### SOURCE MATERIAL
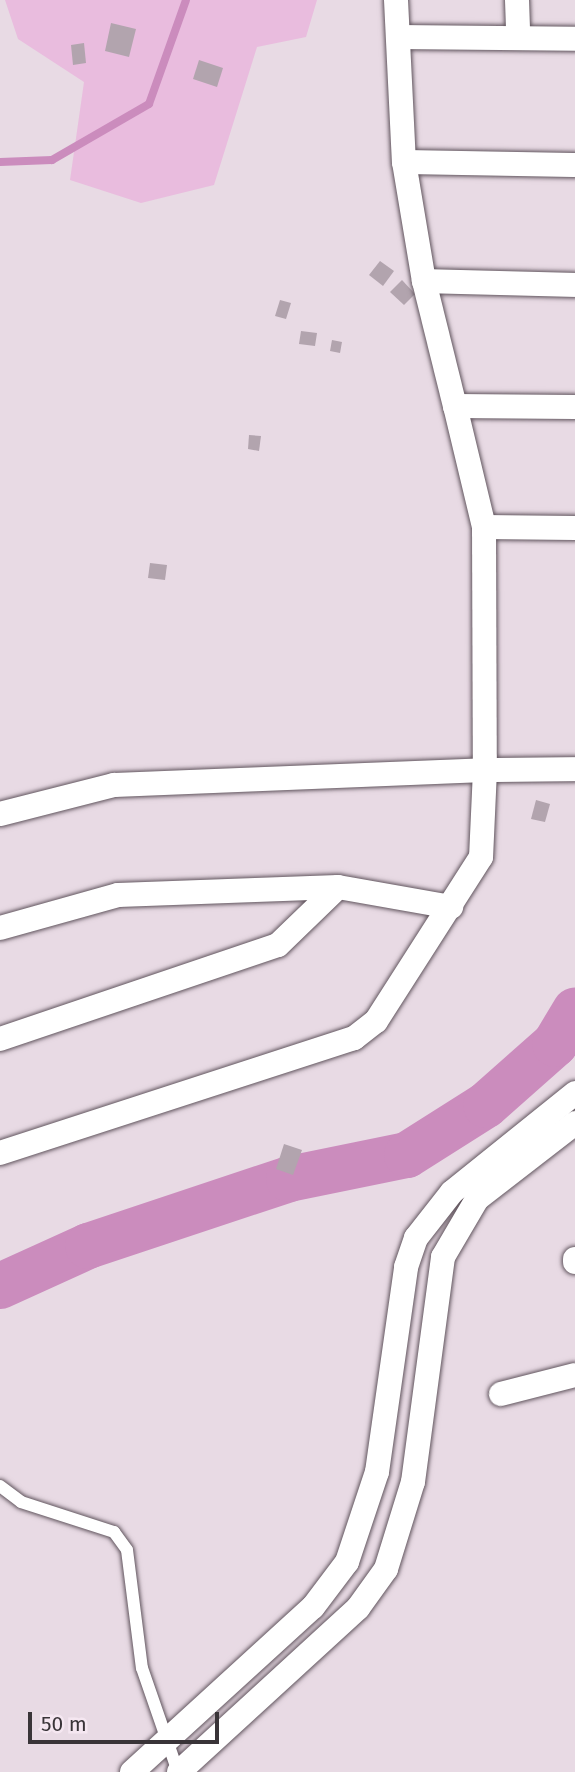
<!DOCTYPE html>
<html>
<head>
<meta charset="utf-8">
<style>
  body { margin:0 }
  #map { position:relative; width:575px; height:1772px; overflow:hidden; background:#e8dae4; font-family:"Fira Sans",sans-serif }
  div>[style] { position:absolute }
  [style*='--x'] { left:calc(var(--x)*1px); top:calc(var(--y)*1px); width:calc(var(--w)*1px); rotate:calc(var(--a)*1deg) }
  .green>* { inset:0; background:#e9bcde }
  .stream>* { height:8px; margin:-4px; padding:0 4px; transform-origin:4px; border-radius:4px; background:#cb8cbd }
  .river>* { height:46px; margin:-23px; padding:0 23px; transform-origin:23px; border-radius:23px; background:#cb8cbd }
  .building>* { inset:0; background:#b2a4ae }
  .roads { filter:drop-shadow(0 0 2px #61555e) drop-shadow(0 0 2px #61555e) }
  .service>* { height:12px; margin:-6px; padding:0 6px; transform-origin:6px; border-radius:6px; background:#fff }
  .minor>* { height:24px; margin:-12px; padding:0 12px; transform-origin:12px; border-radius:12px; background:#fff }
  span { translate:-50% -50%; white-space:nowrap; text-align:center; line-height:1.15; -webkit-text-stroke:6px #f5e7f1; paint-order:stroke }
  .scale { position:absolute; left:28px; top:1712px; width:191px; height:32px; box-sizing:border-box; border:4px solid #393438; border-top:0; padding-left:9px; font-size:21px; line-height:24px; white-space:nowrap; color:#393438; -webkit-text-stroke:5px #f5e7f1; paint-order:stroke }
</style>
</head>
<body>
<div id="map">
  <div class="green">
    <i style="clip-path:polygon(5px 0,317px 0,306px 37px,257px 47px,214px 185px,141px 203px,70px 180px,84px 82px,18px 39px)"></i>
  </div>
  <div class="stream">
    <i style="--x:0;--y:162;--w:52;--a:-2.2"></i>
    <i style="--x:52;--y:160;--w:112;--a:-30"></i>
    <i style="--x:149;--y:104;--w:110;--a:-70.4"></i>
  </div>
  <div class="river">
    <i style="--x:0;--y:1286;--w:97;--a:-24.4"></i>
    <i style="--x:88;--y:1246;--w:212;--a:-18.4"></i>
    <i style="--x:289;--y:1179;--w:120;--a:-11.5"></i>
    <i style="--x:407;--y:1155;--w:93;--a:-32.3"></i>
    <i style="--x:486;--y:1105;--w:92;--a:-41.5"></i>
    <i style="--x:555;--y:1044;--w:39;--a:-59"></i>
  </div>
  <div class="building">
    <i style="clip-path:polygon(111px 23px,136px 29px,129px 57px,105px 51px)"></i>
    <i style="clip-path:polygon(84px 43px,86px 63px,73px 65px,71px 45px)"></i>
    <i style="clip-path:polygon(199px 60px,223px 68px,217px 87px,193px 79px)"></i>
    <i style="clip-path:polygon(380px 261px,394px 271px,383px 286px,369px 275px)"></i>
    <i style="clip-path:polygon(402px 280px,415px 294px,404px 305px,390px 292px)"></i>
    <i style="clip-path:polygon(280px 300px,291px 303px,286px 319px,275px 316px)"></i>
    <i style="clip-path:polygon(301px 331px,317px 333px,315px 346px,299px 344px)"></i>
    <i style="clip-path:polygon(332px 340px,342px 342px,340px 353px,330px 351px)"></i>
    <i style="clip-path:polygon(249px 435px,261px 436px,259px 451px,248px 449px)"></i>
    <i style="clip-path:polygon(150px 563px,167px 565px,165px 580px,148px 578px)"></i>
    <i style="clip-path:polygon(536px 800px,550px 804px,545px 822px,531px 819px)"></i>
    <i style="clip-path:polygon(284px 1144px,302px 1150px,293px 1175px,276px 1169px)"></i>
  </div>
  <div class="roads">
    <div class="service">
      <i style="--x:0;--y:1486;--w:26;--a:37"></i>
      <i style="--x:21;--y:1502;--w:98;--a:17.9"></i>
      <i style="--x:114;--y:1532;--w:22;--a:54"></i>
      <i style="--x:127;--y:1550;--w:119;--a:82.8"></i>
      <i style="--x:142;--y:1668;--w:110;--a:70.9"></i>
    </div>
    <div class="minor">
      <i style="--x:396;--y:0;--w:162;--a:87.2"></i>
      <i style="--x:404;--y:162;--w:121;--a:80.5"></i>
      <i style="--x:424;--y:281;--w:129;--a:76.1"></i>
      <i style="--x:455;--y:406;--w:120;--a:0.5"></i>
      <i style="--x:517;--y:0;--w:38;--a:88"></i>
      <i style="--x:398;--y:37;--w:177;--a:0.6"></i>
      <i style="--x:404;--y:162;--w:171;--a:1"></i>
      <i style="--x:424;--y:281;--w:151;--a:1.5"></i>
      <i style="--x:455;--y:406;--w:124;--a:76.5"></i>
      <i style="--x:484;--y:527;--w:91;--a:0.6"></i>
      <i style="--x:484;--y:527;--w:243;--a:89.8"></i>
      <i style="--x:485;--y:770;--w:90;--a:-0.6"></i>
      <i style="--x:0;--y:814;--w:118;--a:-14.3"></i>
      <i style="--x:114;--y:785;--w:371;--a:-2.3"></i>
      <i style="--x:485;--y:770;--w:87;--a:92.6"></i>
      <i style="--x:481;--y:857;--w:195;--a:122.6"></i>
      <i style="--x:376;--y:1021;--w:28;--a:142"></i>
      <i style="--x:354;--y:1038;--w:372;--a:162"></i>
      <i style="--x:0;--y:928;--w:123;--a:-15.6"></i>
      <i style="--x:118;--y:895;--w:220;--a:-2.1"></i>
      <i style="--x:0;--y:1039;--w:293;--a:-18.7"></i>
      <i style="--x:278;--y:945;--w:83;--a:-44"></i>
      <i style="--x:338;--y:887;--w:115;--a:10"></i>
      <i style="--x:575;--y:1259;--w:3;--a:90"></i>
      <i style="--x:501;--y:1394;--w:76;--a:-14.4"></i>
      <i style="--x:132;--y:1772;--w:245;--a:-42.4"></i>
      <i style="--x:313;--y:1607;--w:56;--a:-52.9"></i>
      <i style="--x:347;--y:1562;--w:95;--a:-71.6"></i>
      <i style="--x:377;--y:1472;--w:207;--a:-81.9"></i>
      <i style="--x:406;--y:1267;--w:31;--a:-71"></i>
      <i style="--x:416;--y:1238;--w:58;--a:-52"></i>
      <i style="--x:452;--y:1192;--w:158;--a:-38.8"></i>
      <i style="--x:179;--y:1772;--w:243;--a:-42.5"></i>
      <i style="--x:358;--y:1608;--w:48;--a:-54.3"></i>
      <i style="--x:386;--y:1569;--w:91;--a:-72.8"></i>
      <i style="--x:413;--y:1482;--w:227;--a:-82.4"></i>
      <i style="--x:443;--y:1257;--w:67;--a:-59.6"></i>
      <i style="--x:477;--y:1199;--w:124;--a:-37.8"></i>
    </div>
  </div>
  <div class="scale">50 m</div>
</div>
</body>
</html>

* * *

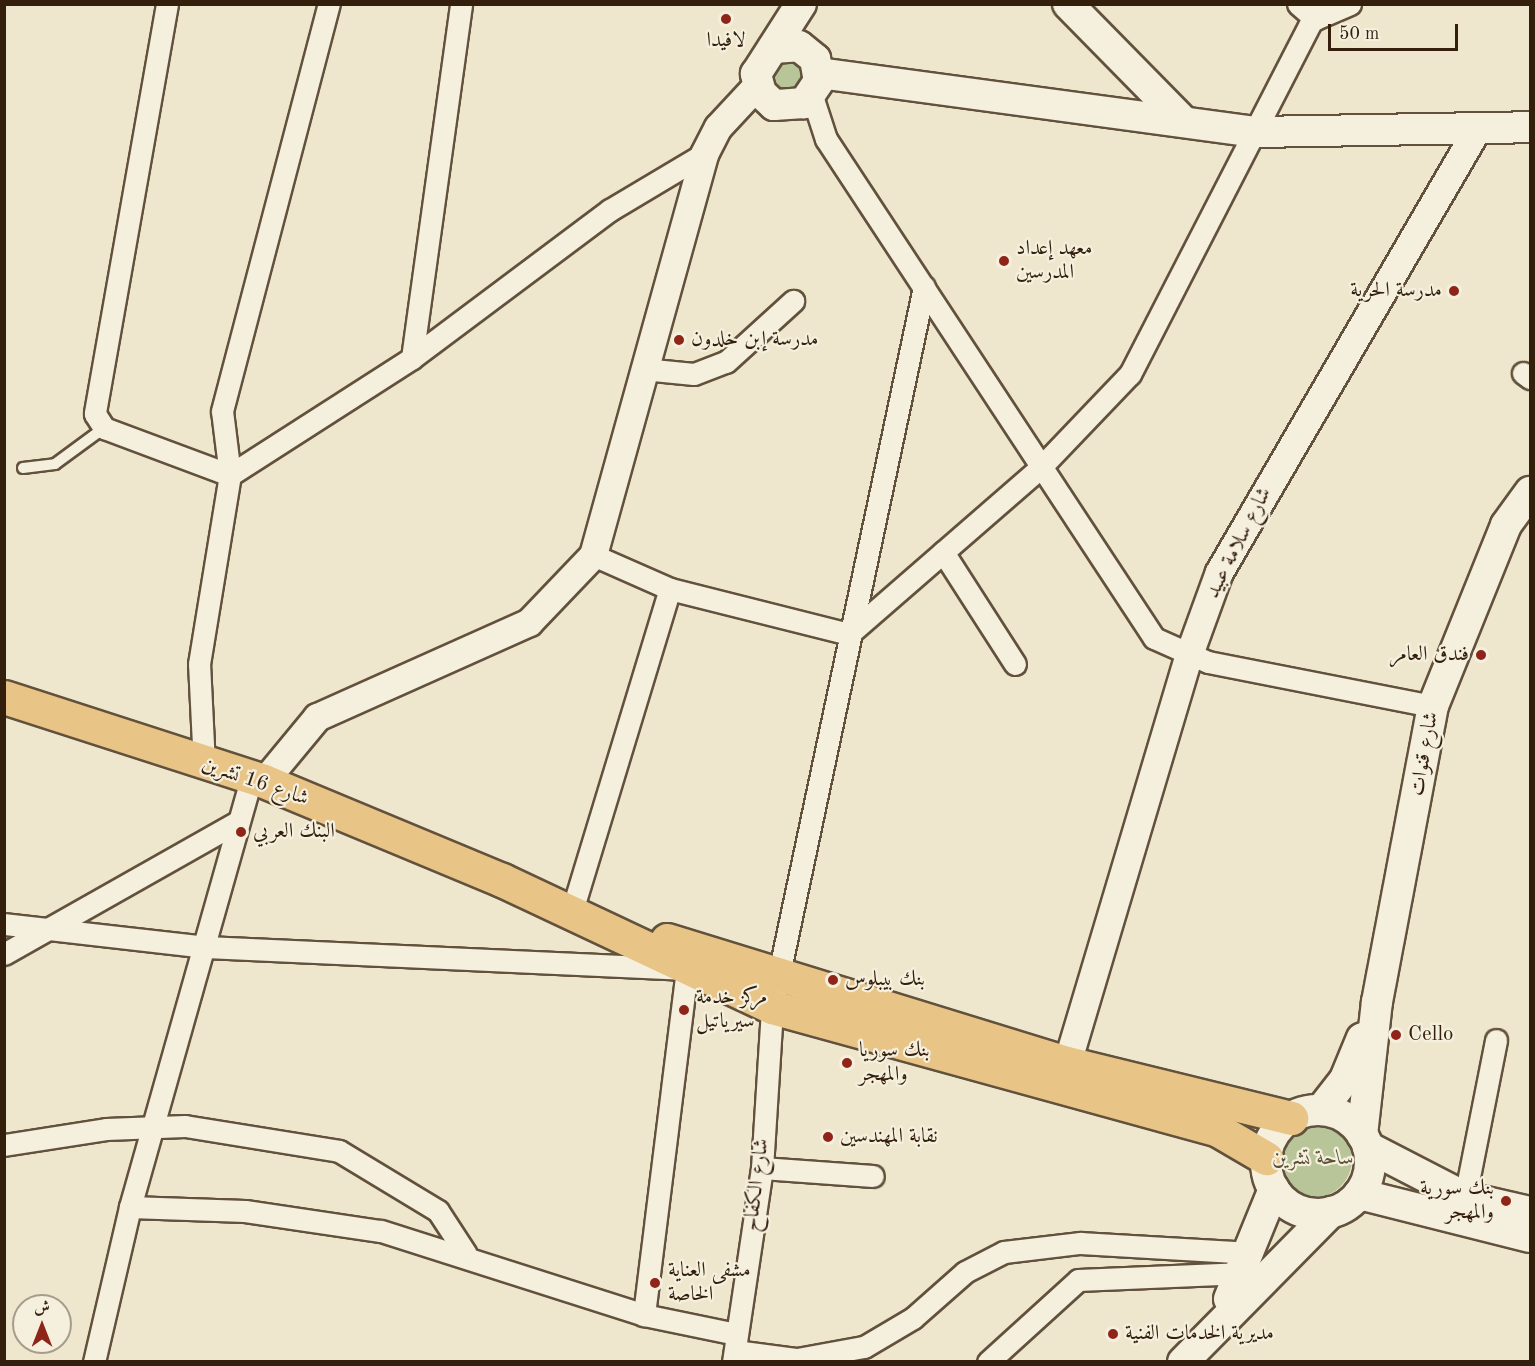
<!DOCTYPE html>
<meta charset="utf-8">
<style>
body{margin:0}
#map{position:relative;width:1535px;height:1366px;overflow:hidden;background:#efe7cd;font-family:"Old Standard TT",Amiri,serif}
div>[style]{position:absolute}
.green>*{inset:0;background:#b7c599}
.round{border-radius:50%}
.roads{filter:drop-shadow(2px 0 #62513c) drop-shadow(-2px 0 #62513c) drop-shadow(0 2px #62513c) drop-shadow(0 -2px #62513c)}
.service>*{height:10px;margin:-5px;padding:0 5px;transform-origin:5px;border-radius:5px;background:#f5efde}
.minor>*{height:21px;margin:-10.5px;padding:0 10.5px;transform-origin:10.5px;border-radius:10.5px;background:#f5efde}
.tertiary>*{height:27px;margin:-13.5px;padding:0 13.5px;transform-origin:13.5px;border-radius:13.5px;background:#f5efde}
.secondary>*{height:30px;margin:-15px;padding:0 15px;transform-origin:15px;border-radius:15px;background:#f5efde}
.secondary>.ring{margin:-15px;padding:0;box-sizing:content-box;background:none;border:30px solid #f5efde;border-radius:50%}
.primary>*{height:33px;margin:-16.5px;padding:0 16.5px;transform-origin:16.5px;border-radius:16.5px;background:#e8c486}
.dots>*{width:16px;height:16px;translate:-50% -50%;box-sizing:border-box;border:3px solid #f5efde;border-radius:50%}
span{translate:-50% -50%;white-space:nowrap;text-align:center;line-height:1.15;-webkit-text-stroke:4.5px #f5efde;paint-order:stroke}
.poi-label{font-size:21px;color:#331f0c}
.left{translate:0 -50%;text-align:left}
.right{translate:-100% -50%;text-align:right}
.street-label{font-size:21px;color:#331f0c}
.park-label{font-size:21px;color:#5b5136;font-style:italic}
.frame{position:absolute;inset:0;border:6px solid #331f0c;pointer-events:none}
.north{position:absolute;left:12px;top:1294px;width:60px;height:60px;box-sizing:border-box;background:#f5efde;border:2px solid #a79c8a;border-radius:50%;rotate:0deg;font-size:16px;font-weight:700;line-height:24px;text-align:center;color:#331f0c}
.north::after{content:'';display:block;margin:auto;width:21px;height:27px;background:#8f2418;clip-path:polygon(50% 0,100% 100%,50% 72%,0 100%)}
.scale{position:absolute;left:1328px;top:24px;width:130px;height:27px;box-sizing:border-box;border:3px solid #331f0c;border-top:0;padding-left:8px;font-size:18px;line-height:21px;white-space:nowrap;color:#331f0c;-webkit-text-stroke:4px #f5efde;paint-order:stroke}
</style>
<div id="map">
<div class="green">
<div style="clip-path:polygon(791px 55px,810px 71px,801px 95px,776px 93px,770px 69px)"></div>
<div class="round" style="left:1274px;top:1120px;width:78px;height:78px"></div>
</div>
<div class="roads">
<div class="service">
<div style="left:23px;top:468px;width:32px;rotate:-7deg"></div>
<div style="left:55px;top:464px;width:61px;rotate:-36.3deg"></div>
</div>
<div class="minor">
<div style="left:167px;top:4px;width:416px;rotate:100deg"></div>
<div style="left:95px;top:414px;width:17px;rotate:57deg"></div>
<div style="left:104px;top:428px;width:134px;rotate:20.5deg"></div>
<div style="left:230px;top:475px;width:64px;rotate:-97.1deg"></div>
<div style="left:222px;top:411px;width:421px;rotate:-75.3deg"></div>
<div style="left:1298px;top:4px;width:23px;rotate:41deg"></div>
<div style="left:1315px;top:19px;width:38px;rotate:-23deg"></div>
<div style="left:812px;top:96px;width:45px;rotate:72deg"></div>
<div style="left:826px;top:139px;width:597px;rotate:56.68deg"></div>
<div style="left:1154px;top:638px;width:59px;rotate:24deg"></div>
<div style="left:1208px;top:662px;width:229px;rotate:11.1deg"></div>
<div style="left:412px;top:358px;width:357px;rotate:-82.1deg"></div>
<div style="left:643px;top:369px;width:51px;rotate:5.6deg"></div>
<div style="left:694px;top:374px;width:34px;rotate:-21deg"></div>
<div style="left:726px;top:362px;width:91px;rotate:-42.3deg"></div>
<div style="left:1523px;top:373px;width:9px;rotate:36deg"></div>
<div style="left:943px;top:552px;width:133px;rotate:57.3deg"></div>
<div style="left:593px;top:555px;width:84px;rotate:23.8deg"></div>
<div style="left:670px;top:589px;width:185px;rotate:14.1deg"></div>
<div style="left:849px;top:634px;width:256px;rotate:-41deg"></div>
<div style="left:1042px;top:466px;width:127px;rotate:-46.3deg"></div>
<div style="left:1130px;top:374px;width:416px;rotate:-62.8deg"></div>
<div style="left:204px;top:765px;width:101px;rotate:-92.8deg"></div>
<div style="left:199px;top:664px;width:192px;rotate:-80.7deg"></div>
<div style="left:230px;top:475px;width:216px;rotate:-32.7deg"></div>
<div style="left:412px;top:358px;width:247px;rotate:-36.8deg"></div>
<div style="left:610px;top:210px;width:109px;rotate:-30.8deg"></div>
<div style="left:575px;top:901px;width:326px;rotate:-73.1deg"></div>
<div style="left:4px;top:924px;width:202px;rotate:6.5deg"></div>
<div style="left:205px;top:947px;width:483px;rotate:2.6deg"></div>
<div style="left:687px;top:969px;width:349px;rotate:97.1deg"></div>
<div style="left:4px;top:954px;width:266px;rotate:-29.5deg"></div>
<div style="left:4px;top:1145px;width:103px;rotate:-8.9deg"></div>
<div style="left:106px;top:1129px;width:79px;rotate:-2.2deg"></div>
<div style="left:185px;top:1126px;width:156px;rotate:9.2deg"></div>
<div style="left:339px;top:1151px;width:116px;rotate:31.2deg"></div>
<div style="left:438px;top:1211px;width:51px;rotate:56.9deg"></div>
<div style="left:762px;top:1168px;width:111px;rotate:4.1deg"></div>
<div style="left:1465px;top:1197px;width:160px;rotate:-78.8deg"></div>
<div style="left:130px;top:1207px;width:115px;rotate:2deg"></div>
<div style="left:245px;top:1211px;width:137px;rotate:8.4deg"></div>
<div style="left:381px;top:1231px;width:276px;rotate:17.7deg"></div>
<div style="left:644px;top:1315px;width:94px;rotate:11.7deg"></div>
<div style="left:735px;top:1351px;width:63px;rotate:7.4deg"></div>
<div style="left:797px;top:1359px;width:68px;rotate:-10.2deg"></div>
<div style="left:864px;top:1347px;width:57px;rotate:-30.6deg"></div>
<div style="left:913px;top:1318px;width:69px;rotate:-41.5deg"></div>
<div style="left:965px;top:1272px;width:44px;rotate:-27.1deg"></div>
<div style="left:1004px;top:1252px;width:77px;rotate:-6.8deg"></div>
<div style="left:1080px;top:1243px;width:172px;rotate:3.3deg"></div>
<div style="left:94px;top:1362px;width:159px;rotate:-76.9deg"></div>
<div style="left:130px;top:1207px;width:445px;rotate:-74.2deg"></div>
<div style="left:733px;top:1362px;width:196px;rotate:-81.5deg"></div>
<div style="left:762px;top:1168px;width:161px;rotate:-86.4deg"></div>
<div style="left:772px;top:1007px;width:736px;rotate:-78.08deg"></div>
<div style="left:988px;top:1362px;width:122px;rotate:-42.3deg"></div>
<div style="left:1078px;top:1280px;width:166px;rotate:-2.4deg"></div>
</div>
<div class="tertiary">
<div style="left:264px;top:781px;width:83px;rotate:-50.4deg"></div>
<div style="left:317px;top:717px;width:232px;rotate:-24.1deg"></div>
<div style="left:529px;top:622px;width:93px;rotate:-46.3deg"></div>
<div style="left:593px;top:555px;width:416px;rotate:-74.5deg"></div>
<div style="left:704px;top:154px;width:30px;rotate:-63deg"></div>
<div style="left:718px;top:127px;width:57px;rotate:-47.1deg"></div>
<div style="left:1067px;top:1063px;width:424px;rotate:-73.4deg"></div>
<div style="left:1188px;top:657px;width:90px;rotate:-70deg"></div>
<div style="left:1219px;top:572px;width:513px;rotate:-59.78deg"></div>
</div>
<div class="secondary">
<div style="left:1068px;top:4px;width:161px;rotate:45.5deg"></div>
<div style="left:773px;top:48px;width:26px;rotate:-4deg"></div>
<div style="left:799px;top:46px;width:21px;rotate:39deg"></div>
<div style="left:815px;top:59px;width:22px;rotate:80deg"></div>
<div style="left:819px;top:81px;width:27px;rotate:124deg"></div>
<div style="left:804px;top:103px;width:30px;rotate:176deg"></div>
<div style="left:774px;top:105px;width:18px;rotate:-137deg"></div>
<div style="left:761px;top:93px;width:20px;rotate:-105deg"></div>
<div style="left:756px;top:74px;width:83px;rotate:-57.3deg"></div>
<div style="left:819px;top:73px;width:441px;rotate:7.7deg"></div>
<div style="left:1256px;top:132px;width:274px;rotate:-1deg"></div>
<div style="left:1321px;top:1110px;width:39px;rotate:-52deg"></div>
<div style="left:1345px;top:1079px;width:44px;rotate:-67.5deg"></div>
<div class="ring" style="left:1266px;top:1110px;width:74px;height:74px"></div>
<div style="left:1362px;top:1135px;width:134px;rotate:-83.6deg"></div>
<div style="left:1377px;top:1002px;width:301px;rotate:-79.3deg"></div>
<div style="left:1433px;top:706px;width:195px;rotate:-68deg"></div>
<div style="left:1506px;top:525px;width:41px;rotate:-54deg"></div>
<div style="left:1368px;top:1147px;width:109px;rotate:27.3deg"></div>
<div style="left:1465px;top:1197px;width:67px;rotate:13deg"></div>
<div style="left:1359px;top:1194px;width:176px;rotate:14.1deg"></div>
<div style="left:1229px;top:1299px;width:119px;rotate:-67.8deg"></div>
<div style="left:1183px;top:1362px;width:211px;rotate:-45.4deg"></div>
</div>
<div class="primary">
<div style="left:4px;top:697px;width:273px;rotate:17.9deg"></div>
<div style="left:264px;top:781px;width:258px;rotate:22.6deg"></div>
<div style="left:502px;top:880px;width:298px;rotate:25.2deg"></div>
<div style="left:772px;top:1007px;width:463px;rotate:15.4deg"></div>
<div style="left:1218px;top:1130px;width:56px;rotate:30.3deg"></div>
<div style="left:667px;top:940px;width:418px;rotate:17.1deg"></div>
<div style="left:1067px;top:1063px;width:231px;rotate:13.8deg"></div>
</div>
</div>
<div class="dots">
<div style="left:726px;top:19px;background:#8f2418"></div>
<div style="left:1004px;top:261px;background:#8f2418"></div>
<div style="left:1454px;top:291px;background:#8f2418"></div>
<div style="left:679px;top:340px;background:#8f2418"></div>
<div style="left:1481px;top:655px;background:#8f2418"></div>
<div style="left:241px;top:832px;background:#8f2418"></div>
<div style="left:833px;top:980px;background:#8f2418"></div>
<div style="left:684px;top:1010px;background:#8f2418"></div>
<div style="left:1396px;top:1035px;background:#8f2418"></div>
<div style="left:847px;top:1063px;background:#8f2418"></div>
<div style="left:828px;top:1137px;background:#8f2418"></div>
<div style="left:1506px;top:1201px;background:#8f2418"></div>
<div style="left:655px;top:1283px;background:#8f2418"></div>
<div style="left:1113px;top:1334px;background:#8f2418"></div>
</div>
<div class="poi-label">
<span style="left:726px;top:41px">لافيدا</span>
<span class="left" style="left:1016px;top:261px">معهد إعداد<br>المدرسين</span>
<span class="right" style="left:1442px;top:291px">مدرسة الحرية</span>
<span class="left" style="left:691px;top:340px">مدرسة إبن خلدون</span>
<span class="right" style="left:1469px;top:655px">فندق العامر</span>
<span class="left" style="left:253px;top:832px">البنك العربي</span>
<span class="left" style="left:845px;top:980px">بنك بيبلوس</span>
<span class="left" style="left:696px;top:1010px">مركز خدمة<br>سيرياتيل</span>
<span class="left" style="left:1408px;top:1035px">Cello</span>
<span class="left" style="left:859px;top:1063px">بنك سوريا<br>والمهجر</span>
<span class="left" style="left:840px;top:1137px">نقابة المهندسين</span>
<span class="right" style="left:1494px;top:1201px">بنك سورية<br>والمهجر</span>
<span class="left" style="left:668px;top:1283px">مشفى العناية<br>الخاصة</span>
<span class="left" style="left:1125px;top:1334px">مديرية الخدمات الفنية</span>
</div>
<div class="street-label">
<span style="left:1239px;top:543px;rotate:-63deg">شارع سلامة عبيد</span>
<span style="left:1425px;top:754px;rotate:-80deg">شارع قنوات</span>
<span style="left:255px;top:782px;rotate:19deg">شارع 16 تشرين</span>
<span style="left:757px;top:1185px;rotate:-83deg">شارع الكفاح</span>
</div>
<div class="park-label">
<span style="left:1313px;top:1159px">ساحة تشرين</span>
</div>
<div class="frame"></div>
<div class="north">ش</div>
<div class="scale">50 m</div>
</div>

### TRY IT
Above are the records; repeat exactly the lines from the one holding "height:8px; margin:-4px; padding:0" down to the one holding "filter:drop-shadow(0 0 2px", end lines included.

### SOLUTION TO THIS TASK
  .stream>* { height:8px; margin:-4px; padding:0 4px; transform-origin:4px; border-radius:4px; background:#cb8cbd }
  .river>* { height:46px; margin:-23px; padding:0 23px; transform-origin:23px; border-radius:23px; background:#cb8cbd }
  .building>* { inset:0; background:#b2a4ae }
  .roads { filter:drop-shadow(0 0 2px #61555e) drop-shadow(0 0 2px #61555e) }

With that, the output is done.